Institute History
Description
In the eighteenth and nineteenth centuries, Angola was the site of a prosperous slave plantation. Now home to one of America’s largest maximum-security prisons, “the farm” is still worked by an unpaid labor force made up of the five thousand inmates (80 percent of them African-American) who enter its gates as young men, never to leave.
Guided by the prison’s oldest resident, journalist/activist Wilbert Rideau, and its warden, Burl Cain, The Farm refracts the spectrum of life’s somber passages for a population facing life incarceration. Focusing on the rites of passage of five inmates over the course of one year, the film articulates each man’s struggle to sustain hope and achieve ever-elusive freedom. At twenty-two, George is beginning the first year of a life sentence for murder. Imprisoned for over twenty years, Vincent and Ashanti plead for clemency as they come up for parole board hearings. Having been granted a pardon, Bishop is on the cusp of tasting the sweet surreality of freedom after serving forty years. Bones, dying of cancer, and John, facing execution, confront the inevitability of their mortality behind bars.
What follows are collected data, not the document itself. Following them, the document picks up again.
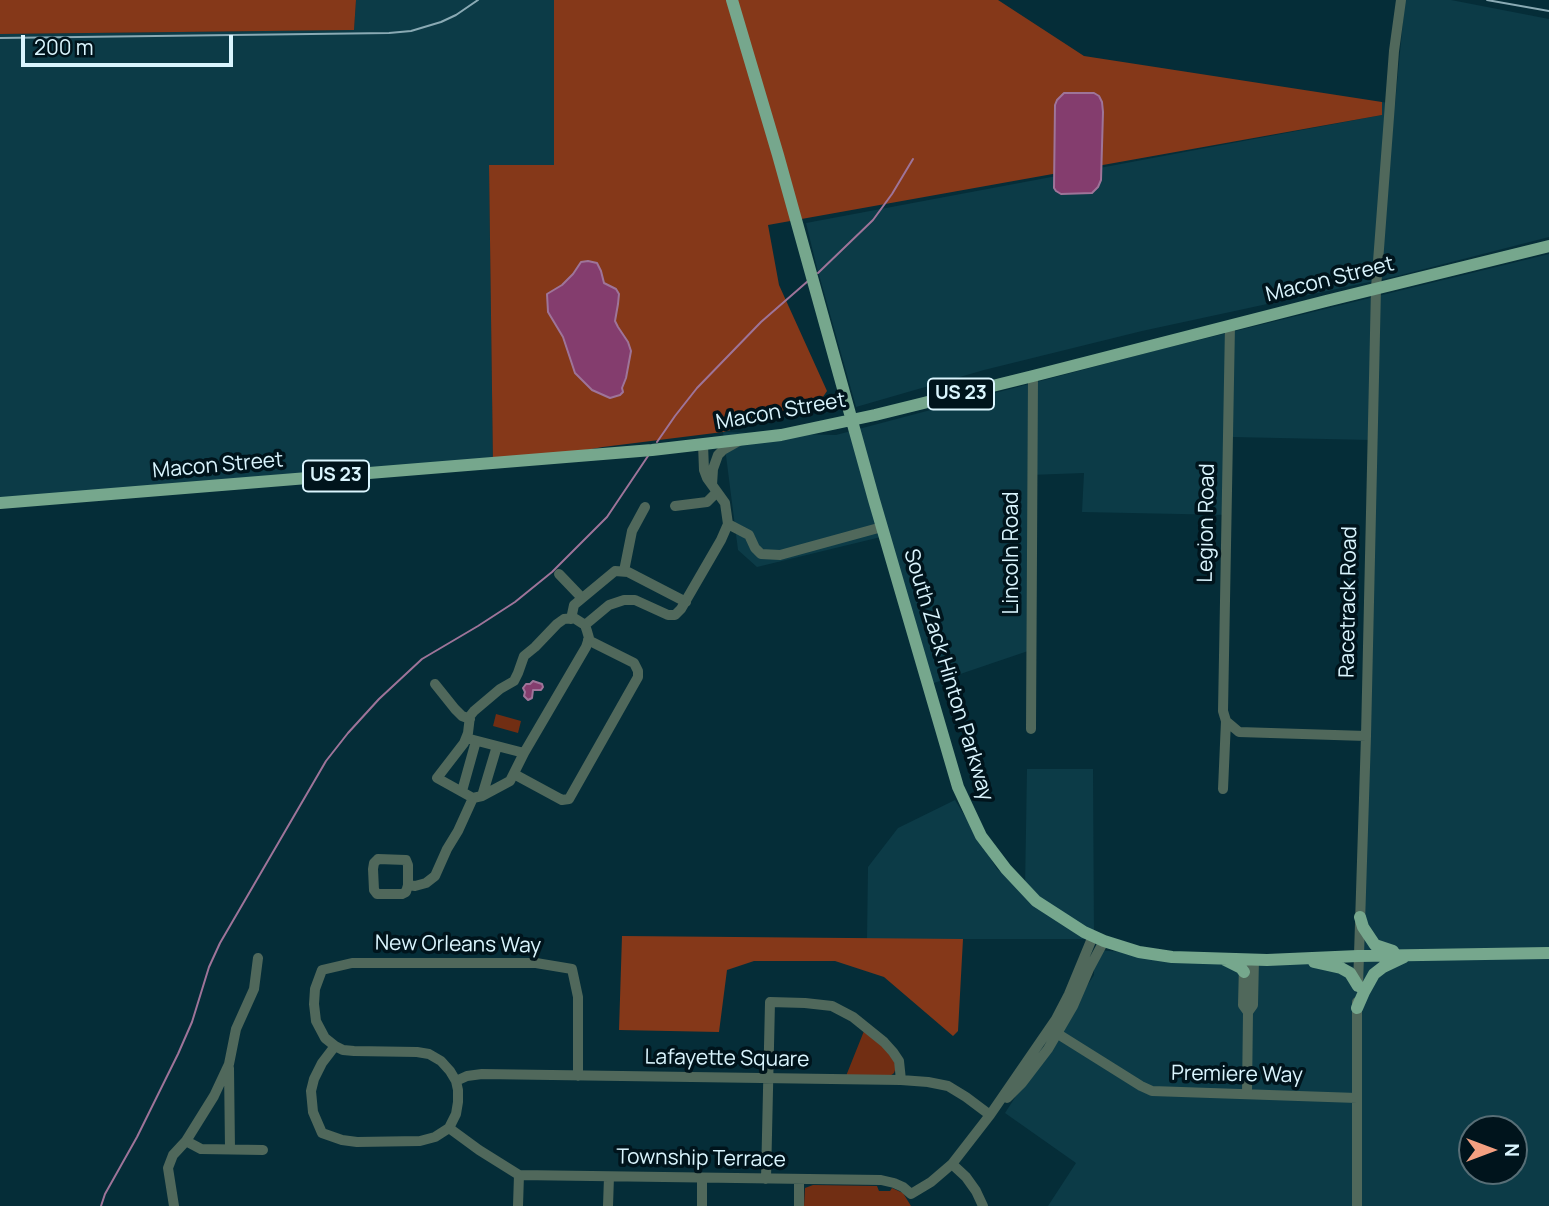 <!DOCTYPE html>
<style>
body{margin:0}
#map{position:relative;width:1549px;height:1206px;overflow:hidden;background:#052d38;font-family:Manrope,sans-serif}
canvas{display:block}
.north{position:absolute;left:1458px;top:1115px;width:70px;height:70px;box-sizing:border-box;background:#00141c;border:2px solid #576e76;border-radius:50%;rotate:90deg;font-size:19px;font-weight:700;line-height:28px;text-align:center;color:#daf5fe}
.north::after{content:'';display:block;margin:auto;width:24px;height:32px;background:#f3a081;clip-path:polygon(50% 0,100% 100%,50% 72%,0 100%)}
.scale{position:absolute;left:21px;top:35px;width:212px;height:32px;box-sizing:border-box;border:4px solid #daf5fe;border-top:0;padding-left:9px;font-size:21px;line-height:24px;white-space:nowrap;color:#daf5fe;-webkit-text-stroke:5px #00141c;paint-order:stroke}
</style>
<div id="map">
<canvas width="1549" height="1206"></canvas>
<div class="north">N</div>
<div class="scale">200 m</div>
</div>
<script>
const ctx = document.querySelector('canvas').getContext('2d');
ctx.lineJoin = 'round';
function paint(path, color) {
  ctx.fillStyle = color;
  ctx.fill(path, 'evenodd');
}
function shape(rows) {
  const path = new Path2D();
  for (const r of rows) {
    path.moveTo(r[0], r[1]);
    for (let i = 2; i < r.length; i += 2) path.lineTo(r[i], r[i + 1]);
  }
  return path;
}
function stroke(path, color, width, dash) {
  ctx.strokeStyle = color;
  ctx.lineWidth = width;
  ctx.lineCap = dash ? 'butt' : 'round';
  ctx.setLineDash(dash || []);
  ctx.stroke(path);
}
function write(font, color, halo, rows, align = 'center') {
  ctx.font = font + ' Manrope,sans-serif';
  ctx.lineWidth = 7;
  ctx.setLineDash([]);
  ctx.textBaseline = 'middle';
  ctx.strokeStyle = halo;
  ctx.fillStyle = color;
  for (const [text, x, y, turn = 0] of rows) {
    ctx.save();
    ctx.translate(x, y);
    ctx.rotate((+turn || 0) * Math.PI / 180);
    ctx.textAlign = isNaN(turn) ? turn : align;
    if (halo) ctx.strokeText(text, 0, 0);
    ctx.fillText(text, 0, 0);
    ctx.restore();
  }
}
const built = shape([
 [356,0,554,0,554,165,489,165,493,466,0,503,0,34,354,30],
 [1405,0,1451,0,1549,19,1549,237,1397,276,1142,331,984,370,856,407,816,264,806,223,1382,115,1382,102,1395,104],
 [1549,254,1549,1206,1048,1206,1076,1163,1005,1113,1094,975,1094,950,1360,967,1372,440,1232,437,1229,515,1082,512,1084,473,1030,475,1028,651,925,686,885,536,757,567,738,550,723,432,836,435,1154,351],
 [1472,1129,1514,1129,1514,1171,1472,1171],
 [1027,769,1093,769,1094,939,867,939,868,867,898,828,955,800,997,869,1025,889]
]);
const green = shape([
 [496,714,521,721,518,733,493,726],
 [864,1031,891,1053,896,1067,894,1073,890,1076,846,1076],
 [813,1185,877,1186,879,1191,890,1191,892,1188,903,1193,911,1206,804,1206,805,1188]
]);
const forest = shape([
 [0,0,356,0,354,30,0,34],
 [554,0,998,0,1084,56,1382,102,1382,115,768,225,779,285,827,391,816,407,723,432,603,447,493,466,489,165,554,165],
 [622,936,963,939,958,1031,953,1036,884,977,835,961,754,961,727,970,719,1032,619,1030]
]);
const water = shape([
 [1064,93,1094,93,1099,96,1102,102,1103,112,1101,180,1098,187,1092,193,1061,194,1056,191,1054,188,1055,105,1057,100,1064,93],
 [588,261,597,263,601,271,604,283,616,289,619,294,618,304,615,321,618,327,628,342,631,351,626,378,622,388,623,392,620,395,610,398,592,390,575,373,563,337,548,312,547,294,562,285,573,274,581,262,588,261],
 [533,681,542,684,543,687,541,690,533,690,532,698,528,700,524,696,525,692,523,688,526,684,530,684,533,681]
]);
const stream = shape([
 [818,273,873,220,892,194,913,159],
 [657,442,675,416,697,388,761,322,808,281],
 [101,1206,105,1194,137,1137,178,1054,192,1022,209,967,220,943,326,761,348,733,379,699,422,659,478,626,515,602,552,572,607,517,648,456]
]);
const minor = shape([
 [712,485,713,469,718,455,723,450,739,441],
 [675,506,707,502,717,492],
 [728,524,749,535,755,548,761,554,780,555,882,527],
 [624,571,632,531,645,507],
 [559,574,582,598],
 [574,618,585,625,587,631,589,638,586,647,524,753,510,781,482,796,473,798,437,778,464,743,468,733,470,716,474,711,500,689,514,681,518,673,524,656,535,647,557,624,564,619,574,618],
 [571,619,574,605,615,571,628,572,686,602],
 [585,625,609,605,624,600,635,600,668,615,675,615,681,609,721,540,728,524,725,503,707,478,704,470,703,444],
 [435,684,455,709,462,716,470,719],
 [1226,721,1239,732,1366,736],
 [1031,729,1033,376],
 [466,738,524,753],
 [514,774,562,800,569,799,638,677,638,671,634,663,588,640],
 [1223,789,1226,721,1223,711,1230,325],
 [462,791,476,741],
 [482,796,497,746],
 [378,859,406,860,408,865,408,885,406,892,402,894,377,894,374,890,373,869,374,863,378,859],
 [408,885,415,886,426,883,435,876,447,849,458,831,473,798],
 [1244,965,1243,1005,1248,1012,1247,1094],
 [1358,986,1366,736,1376,288,1394,51,1401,0],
 [1248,1012,1253,1005,1254,959],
 [1050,1029,1141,1086,1152,1091,1357,1098],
 [335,1046,325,1038,316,1021,314,1004,315,989,322,970,352,963,536,963,572,969,578,997,578,1076],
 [335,1046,343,1050,354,1051,417,1052,429,1054,441,1061,450,1071,456,1081,458,1090,458,1102,456,1114,449,1128,435,1137,420,1141,357,1142,342,1140,322,1133,313,1112,311,1091,314,1079,322,1063,335,1046],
 [229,1068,230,1149],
 [456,1081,467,1076,482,1074,901,1080,928,1082,948,1086,966,1097,990,1115],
 [1007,1098,1022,1083,1048,1049,1073,1006,1089,969,1104,941],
 [449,1128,479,1150,519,1175,881,1180,894,1183,903,1187,911,1194,931,1182,952,1164,990,1115,1056,1019,1069,994,1093,936],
 [186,1141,201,1149,263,1150],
 [952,1164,966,1177,976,1191,983,1206],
 [766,1179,770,1002,805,1003,832,1006,853,1017,884,1042,893,1052,899,1061,901,1080],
 [174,1206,168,1168,173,1155,186,1141,214,1096,229,1064,236,1029,254,989,258,958],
 [518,1206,519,1175],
 [608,1206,609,1177],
 [702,1206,702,1178],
 [799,1206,799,1180],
 [1357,1206,1357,1002]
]);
const major = shape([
 [732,0,778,155,874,500,958,787,981,836,1006,869,1036,901,1084,932,1104,941,1139,952,1172,957,1267,960,1358,956,1549,953],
 [0,503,652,450,781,435,875,415,1033,376,1326,301,1549,246],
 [1360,917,1363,927,1375,945,1393,951],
 [1225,960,1241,968,1244,972],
 [1314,962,1341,968,1350,973,1358,986],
 [1357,1008,1364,992,1374,974,1383,967,1404,957]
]);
const rail = shape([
 [1487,0,1549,11],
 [0,38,389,33,411,31,441,22,456,15,478,0]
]);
const shields = [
 [961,394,66],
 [336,476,66]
];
const shieldNames = [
 ["US 23",961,394],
 ["US 23",336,476]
];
const streetNames = [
 ["Macon Street",1330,280,-14],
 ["Macon Street",781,412,-10],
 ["Macon Street",218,466,-5],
 ["Legion Road",1207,523,-89],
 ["Lincoln Road",1012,553,-90],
 ["Racetrack Road",1349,602,-89],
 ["South Zack Hinton Parkway",948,675,73],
 ["New Orleans Way",458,945,1],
 ["Lafayette Square",727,1059,1],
 ["Premiere Way",1237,1075,1],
 ["Township Terrace",701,1159,1]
];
paint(built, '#0c3b47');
paint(green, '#712e13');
paint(forest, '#853819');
paint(water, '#843d6e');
stroke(water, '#9e7499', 2);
stroke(stream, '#9e7499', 2);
stroke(minor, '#50685b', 10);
stroke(major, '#76a78d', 12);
stroke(rail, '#8aaab4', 2);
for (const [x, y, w] of shields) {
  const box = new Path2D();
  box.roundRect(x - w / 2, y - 15.5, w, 31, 5);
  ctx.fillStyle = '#00141c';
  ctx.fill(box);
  stroke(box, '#daf5fe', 2);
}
write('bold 19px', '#daf5fe', null, shieldNames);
write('21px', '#daf5fe', '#00141c', streetNames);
</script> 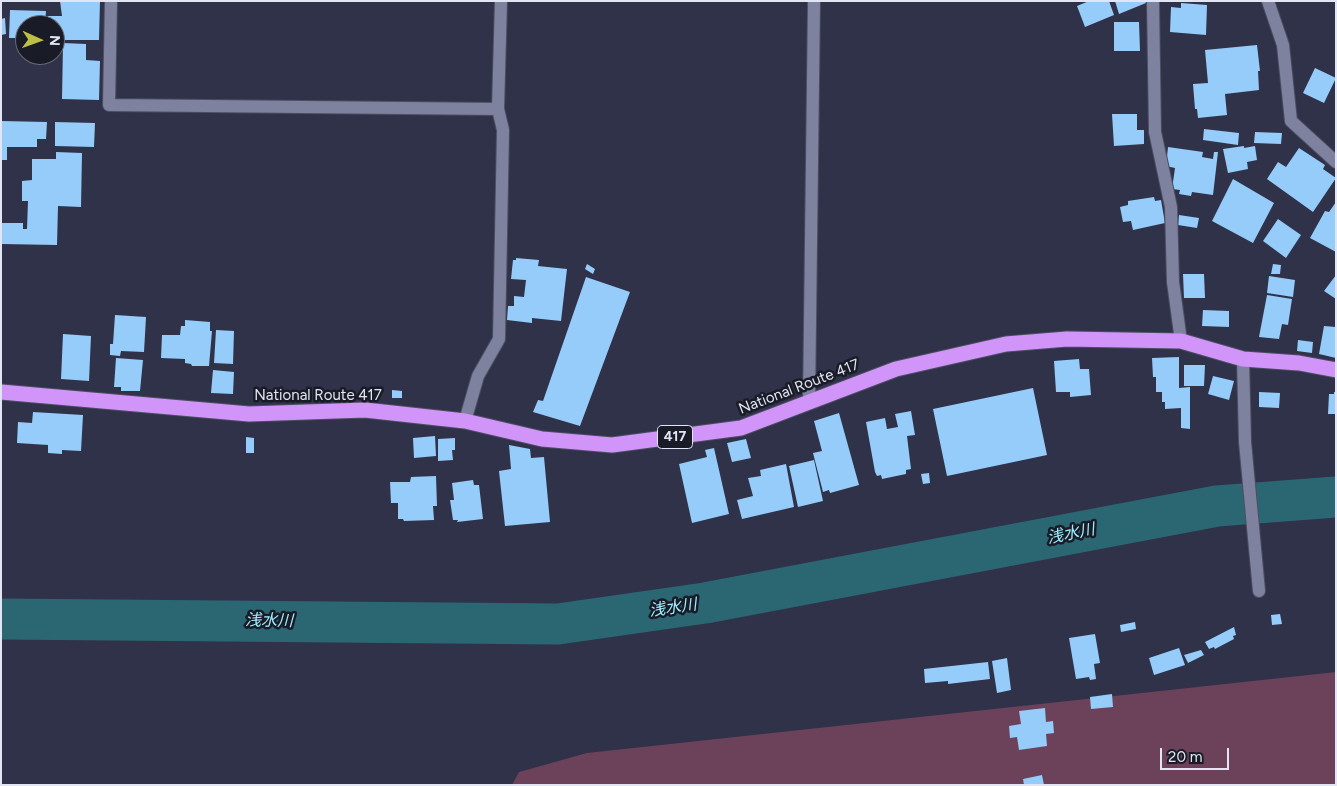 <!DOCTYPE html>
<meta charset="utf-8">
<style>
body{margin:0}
#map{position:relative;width:1337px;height:786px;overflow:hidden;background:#2f3249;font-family:Figtree,sans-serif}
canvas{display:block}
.frame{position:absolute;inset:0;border:2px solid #e2e5f4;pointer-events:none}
.north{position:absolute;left:15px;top:15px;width:50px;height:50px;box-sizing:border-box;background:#191b26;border:1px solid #696c78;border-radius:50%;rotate:92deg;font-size:14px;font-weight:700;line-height:20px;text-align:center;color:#e2e5f4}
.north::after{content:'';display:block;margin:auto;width:18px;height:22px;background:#bcc044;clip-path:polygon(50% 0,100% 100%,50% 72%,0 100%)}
.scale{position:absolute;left:1160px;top:748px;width:69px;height:22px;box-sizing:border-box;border:2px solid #e2e5f4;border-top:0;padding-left:6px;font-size:15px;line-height:18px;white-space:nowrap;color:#e2e5f4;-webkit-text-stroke:4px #191b26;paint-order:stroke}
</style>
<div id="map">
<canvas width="1337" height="786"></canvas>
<div class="frame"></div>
<div class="north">N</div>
<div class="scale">20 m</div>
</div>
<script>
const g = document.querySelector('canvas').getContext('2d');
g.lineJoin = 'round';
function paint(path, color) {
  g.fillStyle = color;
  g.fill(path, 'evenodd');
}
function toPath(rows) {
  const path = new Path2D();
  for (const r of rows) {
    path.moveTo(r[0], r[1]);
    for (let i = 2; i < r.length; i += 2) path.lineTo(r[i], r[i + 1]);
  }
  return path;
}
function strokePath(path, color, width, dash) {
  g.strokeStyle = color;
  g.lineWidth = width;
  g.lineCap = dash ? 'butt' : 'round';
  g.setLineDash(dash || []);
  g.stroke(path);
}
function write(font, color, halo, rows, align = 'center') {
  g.font = font + ' Figtree,"Noto Sans JP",sans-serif';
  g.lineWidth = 5;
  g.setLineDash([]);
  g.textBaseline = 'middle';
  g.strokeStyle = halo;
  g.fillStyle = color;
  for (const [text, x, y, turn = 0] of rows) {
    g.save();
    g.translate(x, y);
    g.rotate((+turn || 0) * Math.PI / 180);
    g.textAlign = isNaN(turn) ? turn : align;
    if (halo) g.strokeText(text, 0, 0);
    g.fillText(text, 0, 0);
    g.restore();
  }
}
paint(toPath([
 [1336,672,1336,785,512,785,519,772,587,753]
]), '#6c415a');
strokePath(toPath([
 [1,619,558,624,705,603,1217,506,1336,497]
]), '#2b6772', 41);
paint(toPath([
 [60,1,100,1,99,40,55,40,55,25,48,25,48,16,62,16],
 [1089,1,1109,1,1114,15,1085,27,1077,6],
 [1115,1,1145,1,1146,3,1119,14],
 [1181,3,1207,5,1206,35,1170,32,1171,7,1181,8],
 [10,10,46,11,45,25,25,25,25,38,9,38],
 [5,18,6,34,1,35,1,19],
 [1114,22,1139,22,1140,51,1114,51],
 [63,43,86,44,86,60,100,61,99,100,62,99],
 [1257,45,1260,71,1258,71,1259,90,1225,94,1227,115,1198,118,1197,109,1195,109,1193,84,1208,83,1205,50],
 [1315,68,1336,78,1324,103,1303,93],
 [1112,114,1137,114,1137,130,1144,130,1144,144,1114,146],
 [1,121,47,122,46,139,37,139,37,147,7,147,7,160,1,160],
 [55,122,95,123,94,147,55,146],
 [1204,129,1239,133,1238,145,1203,140],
 [1255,132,1282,133,1281,144,1254,143],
 [1244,146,1244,148,1255,146,1257,160,1247,162,1248,169,1228,173,1223,149],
 [1168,147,1203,152,1202,157,1213,159,1214,152,1218,152,1213,195,1192,192,1191,196,1179,194,1180,190,1172,189,1175,168,1166,166],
 [1299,148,1325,165,1323,169,1336,178,1313,212,1267,179,1278,162,1286,167],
 [56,152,82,153,81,207,58,206,57,245,1,244,1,223,23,223,23,229,27,229,28,201,22,201,22,181,32,180,32,159,56,159],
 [1233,179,1274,203,1253,243,1212,221],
 [1154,197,1155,201,1161,200,1165,223,1133,230,1131,221,1123,222,1120,207,1128,205,1128,201],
 [1336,202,1336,252,1310,238,1325,211,1329,212],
 [1179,215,1199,218,1197,228,1178,225],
 [1278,219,1301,235,1286,258,1263,241],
 [516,258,539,260,538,266,567,269,561,321,532,318,532,323,507,320,508,306,514,306,514,296,524,297,526,280,511,279,513,260,516,260],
 [587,264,595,269,593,274,585,269],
 [1273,264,1281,265,1280,274,1271,274],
 [1183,274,1204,274,1205,298,1184,298],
 [1336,275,1336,299,1324,291],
 [1269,276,1295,280,1293,297,1267,293],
 [586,277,630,292,580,426,533,412,538,400,543,401],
 [1267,295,1292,299,1288,325,1282,324,1279,339,1259,337],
 [1203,310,1229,311,1229,327,1202,326],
 [115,315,146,317,144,352,121,351,120,356,110,355,110,344,113,344],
 [185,320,210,322,210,331,212,331,209,366,192,366,191,364,185,363,185,359,161,358,162,335,180,335,181,326,185,326],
 [1324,326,1336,327,1336,358,1319,354],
 [216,330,234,331,233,364,214,363],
 [63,334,91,336,89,381,61,379],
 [1298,340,1313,342,1312,353,1297,351],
 [1179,357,1179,388,1190,387,1190,429,1181,428,1181,408,1165,409,1165,402,1162,402,1162,392,1156,392,1156,377,1153,377,1152,358],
 [116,358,143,360,140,391,121,391,121,387,114,387],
 [1079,359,1080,369,1089,369,1091,395,1070,397,1070,392,1056,392,1054,361],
 [1184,365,1205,365,1204,386,1184,386],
 [213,370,234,372,233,394,211,393],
 [1213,376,1234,381,1229,400,1208,394],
 [1033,388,1047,455,947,476,933,409],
 [392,390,402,391,402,398,392,398],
 [1259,392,1280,393,1279,408,1259,407],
 [1334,392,1336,392,1336,414,1328,414,1329,394,1334,394],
 [911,411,915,435,907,436,911,469,906,470,906,474,882,479,881,475,877,476,875,472,866,422,885,418,887,429,898,427,895,414],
 [33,412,83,415,81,451,62,450,62,454,48,453,48,445,17,443,18,422,32,423],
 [839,413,859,485,830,493,829,490,823,492,813,453,822,451,814,421],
 [435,436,436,456,414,458,413,438],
 [246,437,254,438,254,453,246,453],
 [455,438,455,450,452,450,453,460,438,461,438,439],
 [746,439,751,458,732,462,727,443],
 [509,445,530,449,531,458,544,457,550,522,505,526,499,471,511,469],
 [714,448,729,514,692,523,679,464,707,457,705,450],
 [814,460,823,501,798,507,789,466],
 [786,464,794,507,742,519,737,500,753,496,748,478,761,476,760,470],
 [929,473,930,483,923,484,921,474],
 [436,476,437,506,433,506,434,520,404,521,403,519,398,519,398,503,391,503,390,482,410,482,411,477],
 [473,480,474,485,479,485,483,519,457,522,458,520,453,520,450,500,454,500,452,483],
 [1280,614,1282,624,1272,625,1271,615],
 [1135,622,1136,629,1121,632,1120,625],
 [1234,627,1236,635,1233,636,1234,639,1215,649,1214,647,1209,649,1205,642],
 [1095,634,1100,663,1094,664,1096,679,1090,680,1089,677,1076,679,1069,638],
 [1179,648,1185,665,1154,675,1149,658],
 [1201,650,1204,655,1188,663,1184,655],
 [1007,658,1011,690,997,693,992,661],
 [988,662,990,679,948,684,948,681,925,683,924,669],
 [1112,694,1113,707,1091,709,1090,697],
 [1045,708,1046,722,1053,721,1054,733,1046,734,1047,746,1019,750,1017,737,1010,738,1009,726,1021,724,1019,711],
 [1042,775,1044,785,1024,785,1023,779]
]), '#96ccfa');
const minor = toPath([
 [111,1,109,105,498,109],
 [1153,1,1155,132,1171,207,1173,282,1181,341],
 [1268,1,1283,45,1291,121,1336,162],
 [1243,359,1245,442,1259,591],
 [809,403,814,1],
 [465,421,478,376,499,339,503,130,498,109,501,1]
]);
const highway = toPath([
 [1,392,249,414,365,410,465,421,542,439,612,445,741,428,896,369,1006,344,1067,339,1181,341,1243,359,1299,363,1336,370]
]);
strokePath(minor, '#4c4e62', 14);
strokePath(highway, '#4c4e62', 17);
strokePath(minor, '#7e829e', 12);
strokePath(highway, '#d194f9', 15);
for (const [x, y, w] of [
 [675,437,35]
]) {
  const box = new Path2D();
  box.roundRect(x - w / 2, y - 11.5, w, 23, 4);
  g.fillStyle = '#191b26';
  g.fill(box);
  strokePath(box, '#e2e5f4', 1);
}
write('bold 14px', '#e2e5f4', null, [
 ["417",675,437]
]);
write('15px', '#e2e5f4', '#191b26', [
 ["National Route 417",799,387,-21],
 ["National Route 417",318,396]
]);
write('italic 16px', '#9defff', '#191b26', [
 ["浅水川",1071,534,-11],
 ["浅水川",673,608,-8],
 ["浅水川",269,621,1]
]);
</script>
In their mirrored circumstances, each arrival, departure, and defeat becomes a chilling confirmation of life’s bitter inevitability.
In The Farm, Jonathan Stack and Liz Garbus have conceived a deeply humanistic examination of life in prison and an incisive critique of America’s systemic perpetuation of enslavement. This compelling film is not to be missed.
Liz Garbus and Jonathan Stack, Directors
Liz Garbus and Jonathan Stack are both native New Yorkers and have collaborated previously on many films, including Final Judgment. Stack has produced a dozen documentaries in his twelve-year career, including the award-winning Damned in the USA and Harlem Diary. Garbus made her directorial debut with the Emmy-nominated Final Judgment in 1996 and has gone on to make several highly acclaimed documentary films.